Session Submission Summary
Share...

Direct link:

Educators in revolt: global lessons from the recent wave of U.S. teachers’ strikes

Sun, April 14, 10:00am to 1:00pm, Hyatt Regency, Floor: Pacific Concourse (Level -1), Pacific O

Group Submission Type: Pre-conference Workshop

Proposal

Workshop Purpose: 2018 has proven to be a watershed year for the struggle against austerity in U.S. schools. Beginning with the February 22 walkout of West Virginia educators, an unprecedented wave of teachers’ strikes swept through West Virginia, Kentucky, Oklahoma, Arizona, Colorado, and North Carolina. Following the “red state” strikes, labor struggles continued on the West Coast, with a series of strikes in Washington state and a developing struggle in the nation’s second-largest teachers’ union: United Teachers Los Angeles (UTLA). In this pre-conference workshop session, scholars, labor leaders, and educator activists will share stories and lessons from this recent wave of teachers’ strikes. Placing these strikes in global and historical context, they will explore the significance of this particular moment for educators across the U.S. and world. Likewise, they will discuss how educators are working to sustain this movement through local, national, and global organizations and networks.

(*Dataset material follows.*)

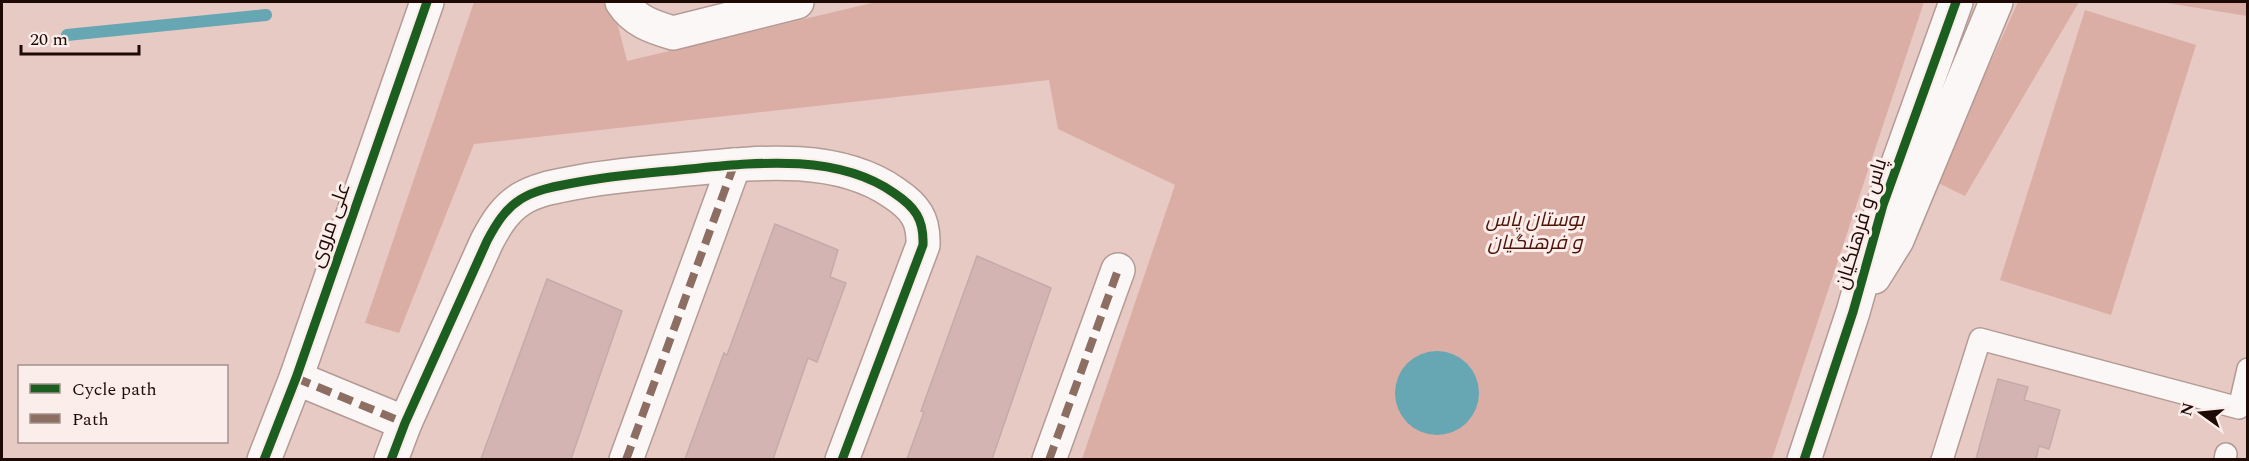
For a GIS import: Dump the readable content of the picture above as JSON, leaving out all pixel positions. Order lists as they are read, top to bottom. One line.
{"streets":{"street":["پاس و فرهنگیان","علی مروی"]},"parks":["بوستان پاس و فرهنگیان"],"legend":["Cycle path","Path"],"scale_bar":"20 m","north":"left"}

Learning Objectives: This workshop is a unique opportunity for a dialogue between teachers, union leaders, and comparative and international education researchers. We will have around a dozen educators from the Bay Area, Los Angeles, and across the United States participating in the workshop. We have also identified many CIES researcher participants who are studying diverse global contexts, from South Africa to India to Colombia, and are interested in talking to the U.S. teachers about these recent strikes. During CIES 2018, many of these CIES researchers participated in a pre-conference workshop with leaders form the Mexican Democratic Teachers Movement (la CNTE). The goal of this 2019 CIES pre-conference workshop is to continue this conversation about what researches can learn from global teachers’ struggles. The implications for sustainability are clear: improved teaching conditions are a central component of building a sustainable school system, and often the only method to achieve these improved conditions is through teacher organizing and strikes. Currently, global education reform efforts are attempting to reduce teachers’ professional autonomy and participation in school governance. Teachers’ unions are among the only organizations fighting for educators’ right to engage in education policy discussions. The learning objectives are the following: 1) Explain how the biggest teachers’ strikes in U.S. history emerged in 2018; 2) Draw out the global lessons that we can take from the recent and unexpected struggles of U.S. teachers; 3) Analyze the strategies that teachers used in the U.S. context and how they might differ or be similar in other global contexts; 4) Reflect on the current global education reform efforts and how teachers can expand their struggles to address issues of education quality beyond the typical bread and butter issues.

Delivery Plan: The workshop will be divided into four parts, facilitated by the conference organizers: 1) Stories of the recent “red state” strikes. This focus will be on educators’ stories and how they were able to organize these statewide walkouts in the context of conservative labor legislation and anti-labor state governments; 2) Small group discussions about how the conditions leading to these strikes (austerity, health care costs) and the opportunities for mobilizing resistance are similar and different globally; 3) Whole-group discussion about educator organizing in other U.S. and global contexts. 4) Brainstorming about the future of this movement, including: a) how educators can center pedagogical and social issues beyond wages and benefits in their organizing efforts, b) how educators can sustain their organizing beyond large mobilizations, and c) how educators can learn from and adapt the strategies that other educators have used in different global contexts to connect to broader social justice struggles.